6月19日は米国市場はジューンティーンス(奴隷制の廃止を祝う祝日)で休場です。
相場の注目点
7月1~3日のシントラ会議が注目されます。シントラ会議は、ECB(欧州中央銀行)主催の中央銀行フォーラムのことで、欧州ソブリン危機を受け、2014年から毎年5~7月にポルトガルのシントラで開催されています。

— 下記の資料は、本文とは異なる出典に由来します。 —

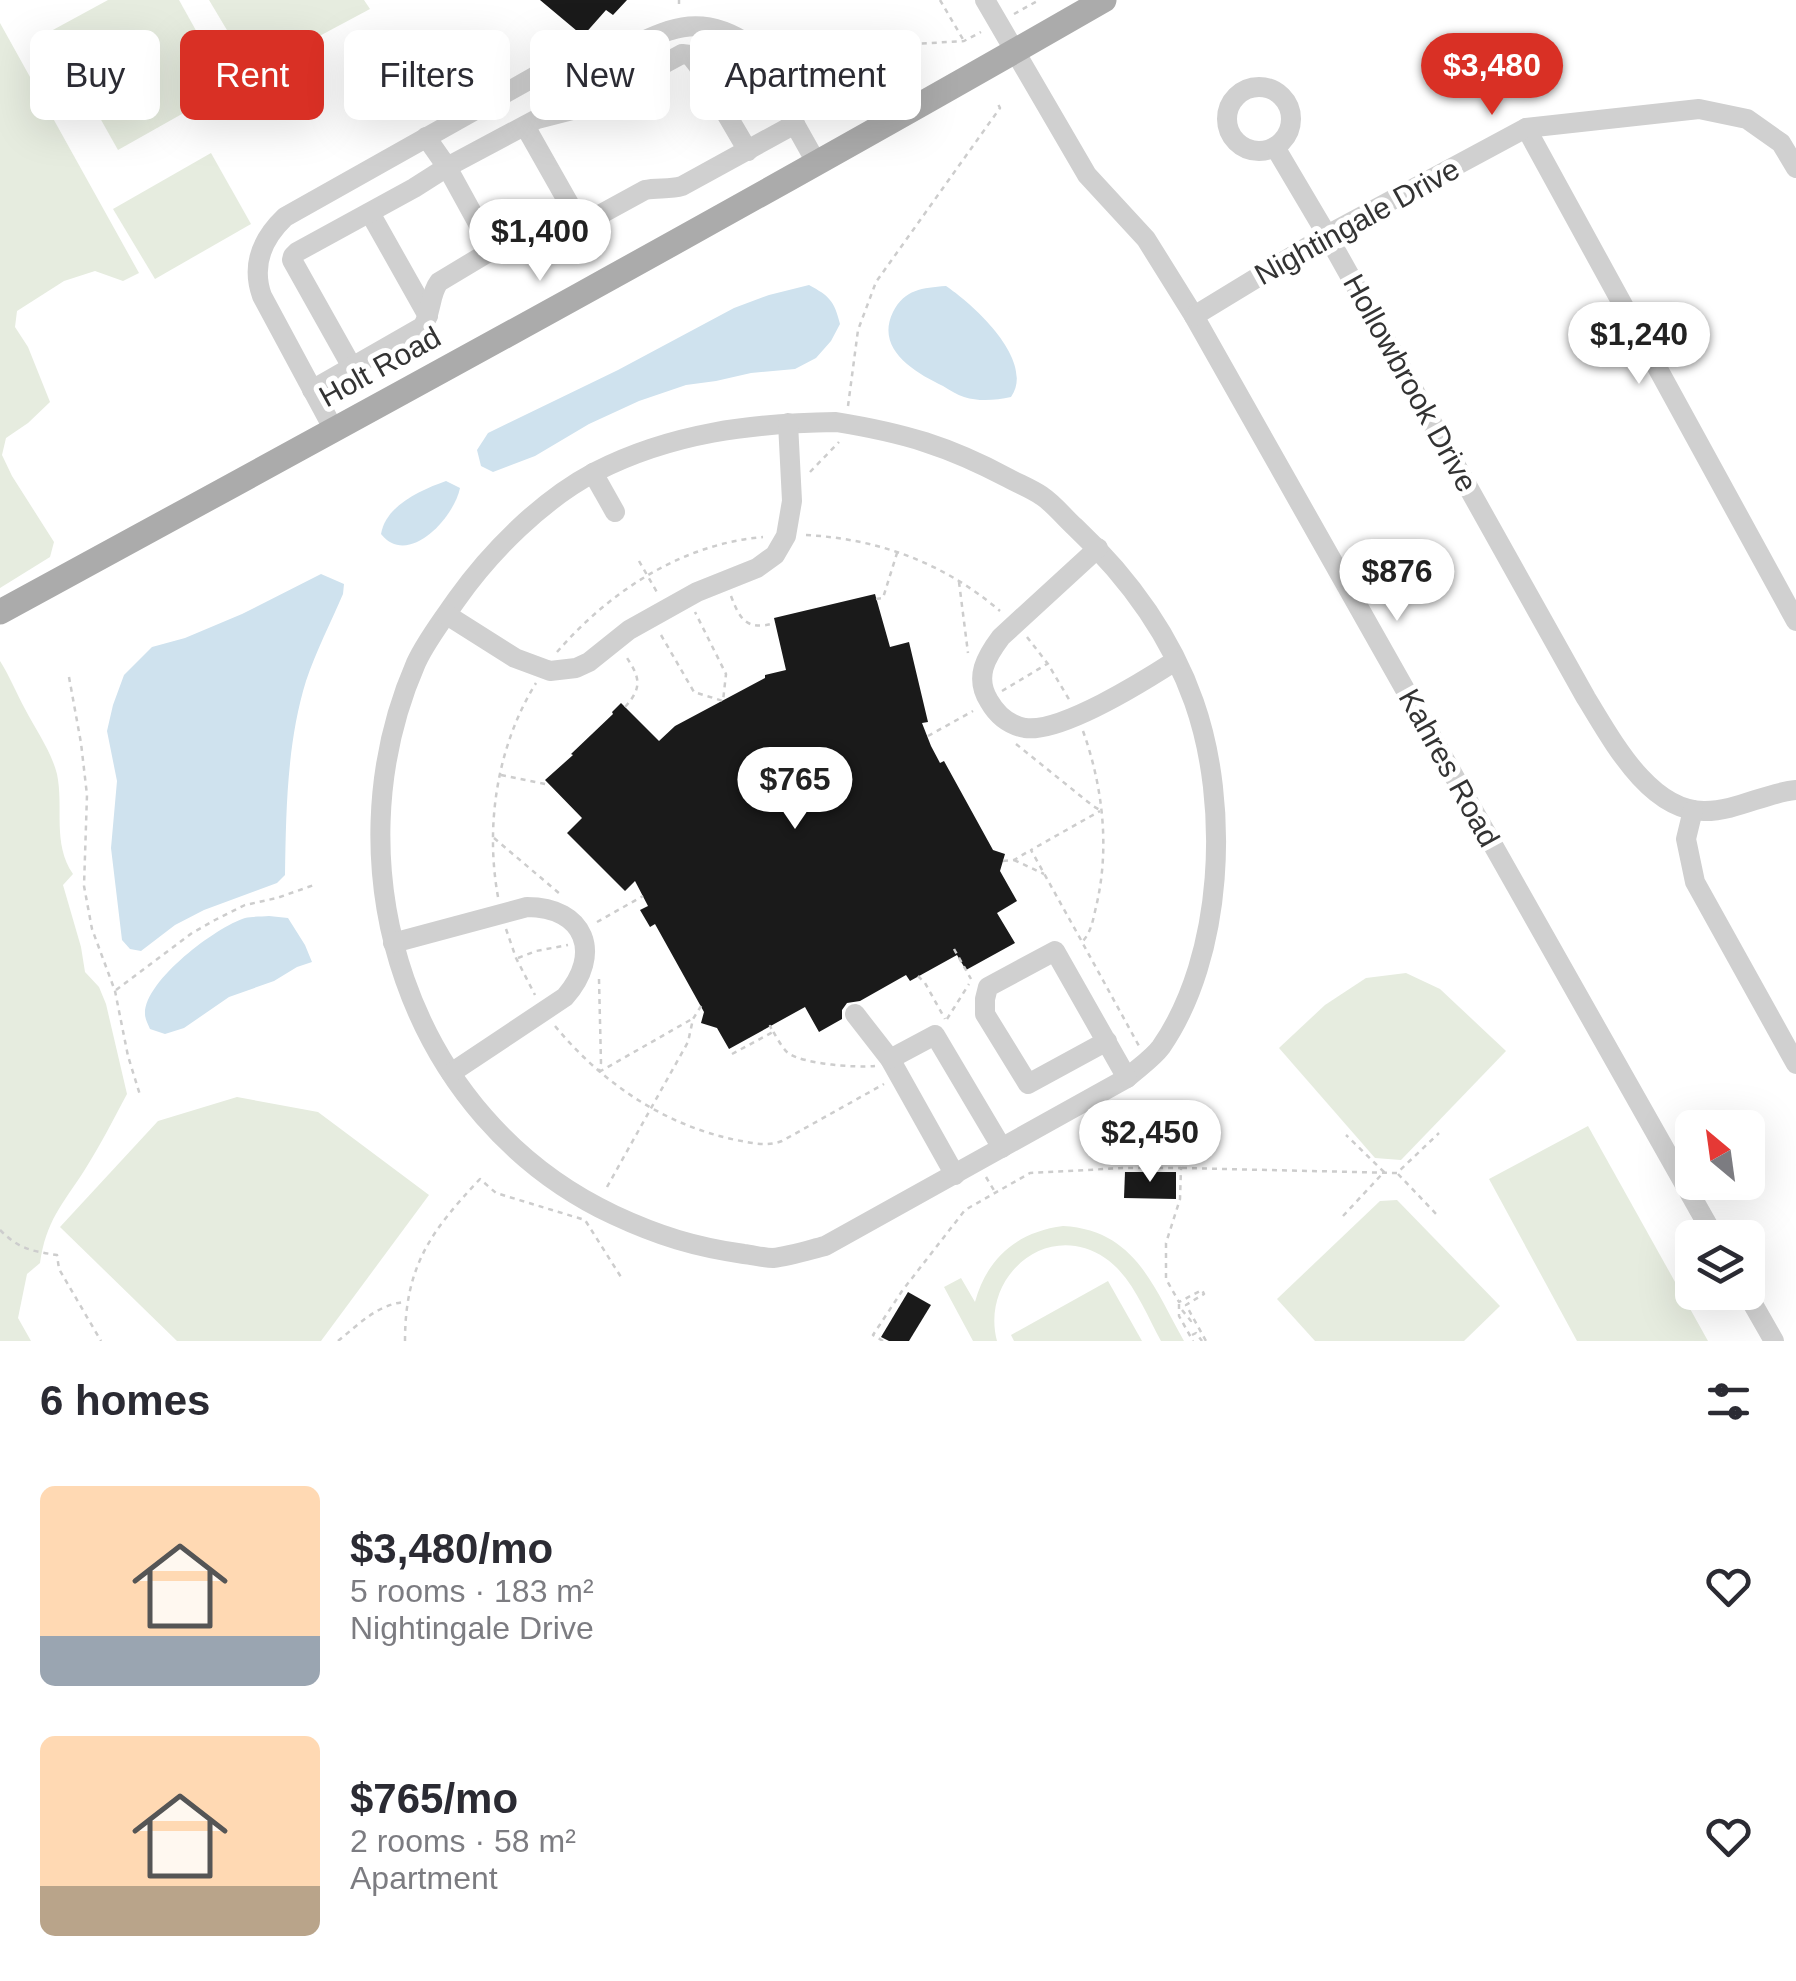 <!DOCTYPE html>
<meta charset="utf-8">
<style>
body{margin:0;font-family:Arial,sans-serif;background:#f2f2f3;color:#2b2b33;height:100vh;display:flex;flex-direction:column;font-size:38px;white-space:nowrap}
*{box-sizing:border-box;margin:0}
p{font-size:32px;color:#7c7c81}
.icon{flex:none;width:55px;height:55px;fill:none;stroke:currentColor;stroke-width:2;stroke-linecap:round;stroke-linejoin:round}
.map{position:relative;height:1341px;overflow:hidden}
.drawer{display:flex;flex-direction:column;background:#fff;flex:1}
.drawer>*{flex:none}
.banner{position:absolute;left:30px;top:30px;width:1000px;height:90px;display:flex;gap:20px}
.needle{width:65px;rotate:331deg}
.fabs{position:absolute;left:1675px;top:1110px;display:grid;gap:20px}
.fabs a{display:grid;place-items:center;width:90px;height:90px;border-radius:15px;background:#fff;box-shadow:0 10px 40px #0002;font-size:50px}
.price{position:absolute;translate:-50% -85px;padding:0 22px;border-radius:35px;background:#fff;color:#222;font-size:32px;line-height:65px;filter:drop-shadow(0 2px 5px #0008)}
.price::after{content:'';position:absolute;left:50%;top:60px;width:30px;height:22px;margin-left:-15px;background:inherit;clip-path:polygon(0 0,100% 0,50% 100%)}
.price.active{background:#d93025;color:#fff}
ul{padding:0;list-style:none}
li{display:flex;align-items:center;gap:30px;height:250px;padding:0 40px}
li span{display:grid;place-items:center;flex:none;width:280px;height:200px;border-radius:15px;color:#555}
li>.icon{margin-inline-start:auto}
span .icon{width:120px;height:120px;fill:#fffc;stroke-width:1}
li b{font-size:42px}
h2{display:flex;justify-content:space-between;align-items:center;height:120px;padding:0 40px;font-size:42px}
.pill{padding:0 35px;border-radius:15px;background:#fff;box-shadow:0 10px 40px #0002;font-size:35px;line-height:90px}
.pill.active{background:#d93025;color:#fff}
.map>svg:first-child{display:block}
</style>
<div class="map">
<svg width="1796" height="1341" viewBox="0 0 1796 1341">
<rect width="100%" height="100%" fill="#fff"/>
<!-- green -->
<g fill="#e6ecdf">
<path d="M108,0H179L228,88L118,150L51,31Z"/>
<path d="M209,0H364L370,9L252,72Z"/>
<path d="M0,23L139,273L123,281L95,271L64,281L17,311L15,327L28,347L50,402L28,423L6,438L2,455L12,476L54,542L50,557L0,588Z"/>
<path d="M211,153L251,224L155,279L113,209Z"/>
<path d="M0,661C9,675 17,694 25,709C36,730 51,751 57,774C64,808 52,843 73,874L63,885L81,947L85,972L99,987L106,1004L127,1094C113,1120 100,1146 84,1171C62,1205 46,1221 40,1263L27,1274L18,1318L31,1341H0Z"/>
<path d="M1406,973L1440,989L1506,1051L1401,1160L1375,1158L1279,1048L1325,1005L1366,978Z"/>
<path d="M237,1097L318,1112L429,1195L321,1341H177L60,1227L158,1121Z"/>
<path d="M1588,1126L1708,1341H1577L1489,1179Z"/>
<path d="M1397,1200L1500,1306L1464,1341H1315L1277,1299L1380,1201Z"/>
<path d="M1063,1226C1135,1230 1153,1286 1184,1341H1161C1146,1314 1132,1276 1105,1258C1047,1219 980,1277 997,1341H973L944,1287L961,1278L975,1302C987,1258 1017,1232 1063,1226Z"/>
<path d="M1108,1281L1142,1341H1014L1011,1335Z"/>
</g>
<!-- water -->
<g fill="#cfe2ee">
<path d="M809,285C829,296 834,300 840,324L831,341L816,358L795,369L751,373L716,381L686,385L639,401L589,424L535,456L493,472L481,466L477,450L488,433L618,370L734,308L769,295Z"/>
<path d="M946,286C974,305 1036,361 1011,397C996,400 980,402 964,397C957,395 950,390 943,386C914,372 875,349 893,312C905,289 922,288 946,286Z"/>
<path d="M446,481L460,488C454,518 408,568 381,534C386,505 421,490 446,481Z"/>
<path d="M321,574L344,584L343,594C331,622 316,651 306,681C287,742 286,811 285,875L277,883L204,910L175,925L141,951L130,949L122,940L111,848L117,781L107,731L113,705L124,675L152,647L185,638L242,614Z"/>
<path d="M269,916L288,918L305,945L312,962L297,967L274,981L229,997L184,1028L165,1034L150,1029C148,1024 145,1019 145,1014C144,981 216,927 245,918C252,916 262,917 269,916Z"/>
</g>
<!-- building -->
<g fill="#1a1a1a">
<path d="M540,0H627L613,15L606,10L583,36Z"/>
<path d="M875,594L890,647L909,642L928,722L922,723L931,746L940,763L944,761L993,850L1005,854L1000,871L1017,901L997,913L1015,943L966,970L957,955L910,981L906,975L860,1001L847,1003L842,1010V1019L819,1032L805,1007L729,1049L717,1028L701,1023L704,1012L655,924L650,927L640,910L648,906L635,881L625,891L567,833L582,818L545,780L573,755L571,754L613,714L612,712L621,703L659,741L675,726L765,678V675L786,670L774,618Z"/>
<path d="M1125,1172H1176V1199L1124,1198Z"/>
<path d="M908,1292L931,1305L909,1341H889L881,1337Z"/>
</g>
<g fill="none" stroke-linecap="round" stroke-linejoin="round">
<!-- path -->
<g stroke="#cdcdcd" stroke-width="2.5" stroke-dasharray="5 5" stroke-linecap="butt">
<path d="M679,0V4"/>
<path d="M940,0L964,41"/>
<path d="M1014,14L1039,0"/>
<path d="M785,64L816,50L964,41L981,32"/>
<path d="M848,406L858,330L876,282L1000,108L998,104"/>
<path d="M810,472L839,442"/>
<path d="M806,535C879,539 944,563 1000,611"/>
<path d="M639,561L658,594"/>
<path d="M959,582L968,653"/>
<path d="M731,596C740,620 747,631 775,623"/>
<path d="M876,599L883,598L897,553"/>
<path d="M661,635L694,692L723,701L726,674L695,612"/>
<path d="M1027,637L1048,664L1070,701"/>
<path d="M557,652C610,591 682,544 763,537"/>
<path d="M69,677L81,743L87,795L84,886L92,929L115,991L128,1056L140,1095"/>
<path d="M1002,691L1047,664"/>
<path d="M625,707C643,687 640,677 625,655"/>
<path d="M1083,731C1103,787 1110,849 1096,907C1093,920 1091,933 1082,942L1139,1046"/>
<path d="M928,736L973,711"/>
<path d="M1016,744L1093,806L1100,810"/>
<path d="M501,775L550,785"/>
<path d="M494,838L560,894"/>
<path d="M1014,860L1044,874"/>
<path d="M1003,861L1014,860L1029,851"/>
<path d="M498,897C485,825 497,746 536,683"/>
<path d="M597,922L643,896"/>
<path d="M506,929L516,958L535,995"/>
<path d="M1081,940L1031,850L1100,811"/>
<path d="M954,949L971,979"/>
<path d="M518,958L536,951L568,945"/>
<path d="M918,976L925,983L945,1019"/>
<path d="M599,979L601,1063L599,1071"/>
<path d="M116,990L192,933L215,920L245,905L277,898L314,885"/>
<path d="M947,1019L969,984"/>
<path d="M555,1026C602,1083 664,1125 736,1140C752,1143 767,1147 782,1141L884,1084"/>
<path d="M732,1054L773,1032L770,1026C775,1034 781,1047 788,1053C803,1064 856,1068 875,1066"/>
<path d="M599,1072L692,1019"/>
<path d="M1182,1168L1397,1173L1439,1133"/>
<path d="M1398,1174L1439,1217"/>
<path d="M986,1177L995,1192"/>
<path d="M607,1187L688,1042L693,1019L703,1003"/>
<path d="M1343,1216L1384,1172L1346,1135"/>
<path d="M0,1230C19,1249 31,1251 57,1255L59,1269L101,1341"/>
<path d="M1179,1304V1316L1193,1341"/>
<path d="M1182,1310L1191,1321L1193,1320"/>
<path d="M1192,1335L1196,1333L1202,1341"/>
<path d="M338,1341C359,1324 378,1304 405,1302"/>
<path d="M405,1341C405,1266 431,1231 480,1179L496,1193L585,1220L621,1277"/>
<path d="M883,1341L873,1335L902,1291L965,1210L1030,1173L1124,1168H1181L1180,1199L1166,1243V1279L1179,1302L1202,1290L1204,1294L1186,1305L1206,1341"/>
</g>
<!-- minor -->
<g stroke="#d0d0d0" stroke-width="20">
<path d="M985,0L1087,175L1146,239L1194,316L1715,1238"/>
<circle cx="1259" cy="119" r="32"/>
<path d="M525,126L581,225"/>
<path d="M1526,128L1796,621"/>
<path d="M426,137L447,167L537,119L580,108L599,99L682,54L690,55L697,64L748,151"/>
<path d="M1275,147L1327,235L1586,698C1611,738 1649,812 1705,811C1736,811 1765,793 1796,790"/>
<path d="M370,213L428,316"/>
<path d="M1194,316L1327,235L1526,128L1699,109L1747,119L1781,143L1796,168"/>
<path d="M352,367L292,260L293,256L297,252L414,188L447,167L492,249"/>
<path d="M312,390L422,327C432,314 429,295 439,282L514,237C533,229 548,238 570,231L645,190C657,187 669,190 682,186L795,124"/>
<path d="M836,422C904,433 948,446 1008,478C1019,484 1032,489 1042,496C1054,504 1064,517 1075,527C1127,576 1170,634 1194,702C1230,804 1224,956 1161,1047C1152,1059 1138,1068 1127,1078L825,1246C809,1250 790,1256 773,1258C764,1258 753,1255 744,1254C695,1247 659,1236 614,1215C409,1119 327,867 416,663C426,641 443,619 457,599C491,551 542,500 595,472C671,433 752,423 836,422Z"/>
<path d="M334,430L262,296C251,265 262,239 285,217L534,77C543,73 553,68 563,66C571,64 579,66 586,64C650,46 685,0 751,46L816,162"/>
<path d="M593,473L615,512"/>
<path d="M1098,548L1001,637C986,657 974,677 989,701C997,715 1009,725 1025,728C1061,733 1144,681 1175,661"/>
<path d="M447,615L515,658L550,671L576,668L589,662L629,630L697,592L757,568L775,555L786,536L792,501L788,423"/>
<path d="M1693,810L1686,839L1695,882L1796,1064"/>
<path d="M393,943L527,907C585,907 603,954 565,997L451,1073"/>
<path d="M855,1014L890,1059L955,1175"/>
<path d="M1107,1041L1028,1084L985,1014V999L988,987L1055,951L1127,1078"/>
<path d="M890,1059L935,1035L1002,1148"/>
<path d="M1746,1292L1774,1341"/>
</g>
<!-- major -->
<path stroke="#ababab" stroke-width="25" d="M0,612C369,411 739,210 1104,0"/>
</g>
<g text-anchor="middle" stroke-width="10" stroke-linejoin="round" paint-order="stroke">
<!-- street labels -->
<g font-size="30" fill="#333" stroke="#fff">
<text transform="translate(1357 222) rotate(-29)" y="10">Nightingale Drive</text>
<text transform="translate(380 367) rotate(-29)" y="10">Holt Road</text>
<text transform="translate(1410 383) rotate(61)" y="10">Hollowbrook Drive</text>
<text transform="translate(1449 768) rotate(61)" y="10">Kahres Road</text>
</g>
</g>
</svg>
<div class="fabs">
<a><svg class="needle" viewBox="-14 -14 28 28"><path d="M0-13l5 13h-10z" fill="#e53935"/><path d="M0 13l5-13h-10z" fill="#7c7c81"/></svg></a>
<a><svg class="icon" aria-label="layers" viewBox="0 0 24 24"><path d="M12 4l9 5-9 5-9-5zM3 14l9 5 9-5"/></svg></a>
</div>
<b class="price active" style="left:1492px;top:118px">$3,480</b>
<b class="price" style="left:540px;top:284px">$1,400</b>
<b class="price" style="left:1639px;top:387px">$1,240</b>
<b class="price" style="left:1397px;top:624px">$876</b>
<b class="price" style="left:795px;top:832px">$765</b>
<b class="price" style="left:1150px;top:1185px">$2,450</b>
<div class="banner">
<a class="pill">Buy</a>
<a class="pill active">Rent</a>
<a class="pill">Filters</a>
<a class="pill">New</a>
<a class="pill">Apartment</a>
</div>
</div>
<section class="drawer">
<h2>6 homes<svg class="icon" aria-label="filters" viewBox="0 0 24 24"><path d="M4 7h16M4 17h16"/><circle cx="9" cy="7" r="2"/><circle cx="15" cy="17" r="2"/></svg></h2>
<ul>
<li><span style="background:linear-gradient(#ffd9b3 75%,#9aa5b1 0)"><svg class="icon" aria-label="home" viewBox="0 0 24 24"><path d="M3 11l9-7 9 7M6 9v11h12V9"/></svg></span><div><b>$3,480/mo</b><p>5 rooms · 183 m²</p><p>Nightingale Drive</p></div><svg class="icon" aria-label="heart" viewBox="0 0 24 24"><path d="M12 20l-8-8c-3-5 5-10 8-4 3-6 11-1 8 4z"/></svg></li>
<li><span style="background:linear-gradient(#ffd9b3 75%,#b9a48a 0)"><svg class="icon" aria-label="home" viewBox="0 0 24 24"><path d="M3 11l9-7 9 7M6 9v11h12V9"/></svg></span><div><b>$765/mo</b><p>2 rooms · 58 m²</p><p>Apartment</p></div><svg class="icon" aria-label="heart" viewBox="0 0 24 24"><path d="M12 20l-8-8c-3-5 5-10 8-4 3-6 11-1 8 4z"/></svg></li>
</ul>
</section>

欧州では、フランス下院選挙への不確実性からフランス国債とドイツ国債との利回りスプレッドが拡大したことが金融市場で懸念されています。また、ECBが6月会合で利下げを実施した一方、米FRB(米連邦準備理事会)は政策金利を高水準で維持し、日銀は利上げを検討するなど、各国の状況の違いから金融政策の方向性に違いがある状況です。
株式市場には、「セルインメイ(5月に株を売り9月に買いなおせ)」、「夏枯れ(夏は株価変動が小さく取引量が減る)」といった夏季の格言があります。一方で、S&P500の7月の騰落率は2015年から2023年まで9年連続でプラスです。7月の上昇が、新しいアノマリー(市場の経験則)なのか、シントラ会議のおかげなのかはわかりませんが、今年も注目されます。
(投資情報部 竹綱 宏行)
(注)データは日本時間2024年6月18日午前7時半頃、QUICKより取得。ただしドル円相場の前日の数値は日銀公表値で、東京市場、取引時間ベース。CME日経平均先物は、直近限月。チャートは日次終値ベースですが、直近値は終値ではない場合があります。